The trends in virtualization as well as multi-core, multiprocessor environments have translated to a massive increase in the amount of main memory each individual system needs to be fitted with, so as to effectively utilize this growing compute capacity. The increasing demand on main memory implies that the main memory devices and their issues are as important a part of system design as the central processors. The primary issues of modern memory are power, energy, and scaling of capacity. Nearly a third of the system power and energy can be from the memory subsystem. At the same time, modern main memory devices are limited by technology in their future ability to scale and keep pace with the modern program demands thereby requiring exploration of alternatives to main memory storage technology. This dissertation exploits dynamic knowledge of memory state and memory data value to improve memory performance and reduce memory energy consumption. A cross-boundary approach to communicate information about dynamic memory management state (allocated and deallocated memory) between software and hardware viii memory subsystem through a combination of ISA support and hardware structures is proposed in this research. These mechanisms help identify memory operations to regions of memory that have no impact on the correct execution of the program because they were either freshly allocated or deallocated. This inference about the impact stems from the fact that, data in memory regions that have been deallocated are no longer useful to the actual program code and data present in freshly allocated memory is also not useful to the program because the dynamic memory has not been defined by the program.
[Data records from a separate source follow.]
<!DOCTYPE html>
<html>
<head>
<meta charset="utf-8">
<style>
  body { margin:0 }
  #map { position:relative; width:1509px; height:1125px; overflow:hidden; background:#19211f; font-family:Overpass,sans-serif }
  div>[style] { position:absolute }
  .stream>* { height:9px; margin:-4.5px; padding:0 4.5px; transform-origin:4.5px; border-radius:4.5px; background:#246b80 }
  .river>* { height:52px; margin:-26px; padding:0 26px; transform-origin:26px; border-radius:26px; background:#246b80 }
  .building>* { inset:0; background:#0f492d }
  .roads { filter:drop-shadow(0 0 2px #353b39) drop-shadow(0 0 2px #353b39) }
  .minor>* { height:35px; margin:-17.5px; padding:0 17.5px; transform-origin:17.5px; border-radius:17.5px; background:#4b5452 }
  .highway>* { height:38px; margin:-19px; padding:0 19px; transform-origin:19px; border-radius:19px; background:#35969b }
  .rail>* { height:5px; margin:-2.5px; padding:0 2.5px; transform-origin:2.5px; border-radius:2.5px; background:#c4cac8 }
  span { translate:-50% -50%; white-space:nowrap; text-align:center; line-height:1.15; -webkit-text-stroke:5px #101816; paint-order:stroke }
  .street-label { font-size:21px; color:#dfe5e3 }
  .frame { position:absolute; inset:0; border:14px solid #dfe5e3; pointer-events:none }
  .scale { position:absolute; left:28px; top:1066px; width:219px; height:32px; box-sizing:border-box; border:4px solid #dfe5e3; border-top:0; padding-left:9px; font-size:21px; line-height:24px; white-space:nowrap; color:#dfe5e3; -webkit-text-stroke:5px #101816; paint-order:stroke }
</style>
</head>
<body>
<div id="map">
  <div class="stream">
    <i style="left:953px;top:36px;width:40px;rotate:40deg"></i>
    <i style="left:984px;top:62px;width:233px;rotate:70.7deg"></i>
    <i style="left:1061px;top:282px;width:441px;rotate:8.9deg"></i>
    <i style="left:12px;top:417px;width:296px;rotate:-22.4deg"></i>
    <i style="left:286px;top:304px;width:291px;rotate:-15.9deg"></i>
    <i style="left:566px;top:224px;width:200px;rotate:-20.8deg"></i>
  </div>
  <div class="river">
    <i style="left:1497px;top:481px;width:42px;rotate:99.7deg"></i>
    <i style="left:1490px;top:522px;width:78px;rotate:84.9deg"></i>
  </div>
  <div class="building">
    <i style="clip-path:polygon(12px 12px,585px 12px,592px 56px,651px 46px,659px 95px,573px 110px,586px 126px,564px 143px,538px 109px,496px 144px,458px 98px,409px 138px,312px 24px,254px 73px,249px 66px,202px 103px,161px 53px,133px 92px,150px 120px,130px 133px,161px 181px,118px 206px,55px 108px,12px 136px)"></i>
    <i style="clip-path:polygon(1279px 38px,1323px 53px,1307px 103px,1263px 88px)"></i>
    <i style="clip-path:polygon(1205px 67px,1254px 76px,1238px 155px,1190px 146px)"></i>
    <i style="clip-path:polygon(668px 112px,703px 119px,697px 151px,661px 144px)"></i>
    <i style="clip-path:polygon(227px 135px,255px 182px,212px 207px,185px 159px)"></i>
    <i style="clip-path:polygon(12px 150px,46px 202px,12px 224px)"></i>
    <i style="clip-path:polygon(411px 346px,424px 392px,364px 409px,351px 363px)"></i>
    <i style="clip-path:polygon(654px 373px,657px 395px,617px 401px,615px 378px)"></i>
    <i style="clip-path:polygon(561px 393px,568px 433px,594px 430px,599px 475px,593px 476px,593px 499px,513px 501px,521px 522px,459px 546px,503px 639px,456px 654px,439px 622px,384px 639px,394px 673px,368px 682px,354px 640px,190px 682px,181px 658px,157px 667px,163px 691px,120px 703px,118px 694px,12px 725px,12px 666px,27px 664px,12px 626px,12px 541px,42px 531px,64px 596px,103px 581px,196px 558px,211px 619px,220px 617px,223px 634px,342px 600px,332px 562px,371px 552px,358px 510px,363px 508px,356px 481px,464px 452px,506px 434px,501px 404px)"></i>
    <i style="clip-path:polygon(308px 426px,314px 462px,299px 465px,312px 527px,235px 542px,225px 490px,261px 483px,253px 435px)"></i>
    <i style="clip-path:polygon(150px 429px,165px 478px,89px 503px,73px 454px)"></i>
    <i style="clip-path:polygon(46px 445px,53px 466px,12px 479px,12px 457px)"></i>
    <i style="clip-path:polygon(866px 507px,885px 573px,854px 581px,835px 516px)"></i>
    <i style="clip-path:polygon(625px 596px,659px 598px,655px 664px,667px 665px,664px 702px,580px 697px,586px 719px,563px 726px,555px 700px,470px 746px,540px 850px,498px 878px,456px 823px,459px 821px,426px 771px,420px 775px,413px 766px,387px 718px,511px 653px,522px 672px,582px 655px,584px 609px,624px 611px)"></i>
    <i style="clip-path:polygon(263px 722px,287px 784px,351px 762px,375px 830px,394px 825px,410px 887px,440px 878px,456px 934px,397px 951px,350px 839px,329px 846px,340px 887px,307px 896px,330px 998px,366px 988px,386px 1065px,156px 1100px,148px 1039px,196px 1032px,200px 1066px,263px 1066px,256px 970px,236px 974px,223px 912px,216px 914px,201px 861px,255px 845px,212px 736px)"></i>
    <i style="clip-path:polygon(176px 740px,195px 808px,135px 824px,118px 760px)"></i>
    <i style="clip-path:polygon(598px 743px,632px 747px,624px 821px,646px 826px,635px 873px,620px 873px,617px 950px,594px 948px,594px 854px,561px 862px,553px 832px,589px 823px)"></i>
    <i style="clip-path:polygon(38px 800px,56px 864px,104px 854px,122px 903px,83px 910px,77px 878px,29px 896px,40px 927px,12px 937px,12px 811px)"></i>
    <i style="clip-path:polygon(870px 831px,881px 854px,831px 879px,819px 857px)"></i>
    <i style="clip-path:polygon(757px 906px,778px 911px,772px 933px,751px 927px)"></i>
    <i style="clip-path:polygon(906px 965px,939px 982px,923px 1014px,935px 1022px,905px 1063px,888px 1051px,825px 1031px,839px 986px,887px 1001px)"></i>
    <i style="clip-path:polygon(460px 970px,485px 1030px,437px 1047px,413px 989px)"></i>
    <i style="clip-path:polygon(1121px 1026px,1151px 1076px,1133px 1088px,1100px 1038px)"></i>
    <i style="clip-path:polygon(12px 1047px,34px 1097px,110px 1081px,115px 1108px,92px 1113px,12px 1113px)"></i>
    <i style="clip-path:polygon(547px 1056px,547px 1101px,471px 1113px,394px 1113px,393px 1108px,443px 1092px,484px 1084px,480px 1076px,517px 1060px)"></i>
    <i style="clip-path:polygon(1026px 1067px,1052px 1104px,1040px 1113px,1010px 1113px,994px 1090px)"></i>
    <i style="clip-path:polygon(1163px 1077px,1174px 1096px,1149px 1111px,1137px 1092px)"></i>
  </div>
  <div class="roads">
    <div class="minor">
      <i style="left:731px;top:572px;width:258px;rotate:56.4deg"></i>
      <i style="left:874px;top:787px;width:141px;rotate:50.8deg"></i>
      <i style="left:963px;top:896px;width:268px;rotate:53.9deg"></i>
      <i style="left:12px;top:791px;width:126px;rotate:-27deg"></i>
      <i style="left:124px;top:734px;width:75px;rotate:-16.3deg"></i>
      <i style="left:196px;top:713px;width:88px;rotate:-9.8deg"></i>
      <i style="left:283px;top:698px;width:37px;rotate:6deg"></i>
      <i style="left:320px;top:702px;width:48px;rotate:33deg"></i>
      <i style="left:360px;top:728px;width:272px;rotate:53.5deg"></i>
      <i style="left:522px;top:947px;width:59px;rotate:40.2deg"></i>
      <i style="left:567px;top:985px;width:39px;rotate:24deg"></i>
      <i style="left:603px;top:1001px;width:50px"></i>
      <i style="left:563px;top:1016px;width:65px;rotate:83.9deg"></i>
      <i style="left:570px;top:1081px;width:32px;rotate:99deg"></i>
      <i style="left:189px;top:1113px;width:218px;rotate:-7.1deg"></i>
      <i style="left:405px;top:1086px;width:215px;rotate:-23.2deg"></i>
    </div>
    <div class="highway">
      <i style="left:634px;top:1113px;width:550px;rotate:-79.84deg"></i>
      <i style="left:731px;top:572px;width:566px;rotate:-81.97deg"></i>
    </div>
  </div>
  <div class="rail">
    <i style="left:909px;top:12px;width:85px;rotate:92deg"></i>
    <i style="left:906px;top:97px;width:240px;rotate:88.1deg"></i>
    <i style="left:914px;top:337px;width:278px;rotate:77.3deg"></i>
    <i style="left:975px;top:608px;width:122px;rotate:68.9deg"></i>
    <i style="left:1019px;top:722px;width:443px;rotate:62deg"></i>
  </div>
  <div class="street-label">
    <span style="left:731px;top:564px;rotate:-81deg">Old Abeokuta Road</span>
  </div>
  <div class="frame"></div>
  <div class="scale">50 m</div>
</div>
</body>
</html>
By being cognizant of this, such memory operations are avoided thereby saving energy and improving the usefulness of the main memory. Furthermore, when stores write zeros to memory, the number of stores to the memory is reduced in this research by capturing it as compressed information which is stored along with memory management state information. Using the methods outlined above, this dissertation harnesses memory management state and data value information to achieve significant savings in energy consumption while extending the endurance limit of memory technologies.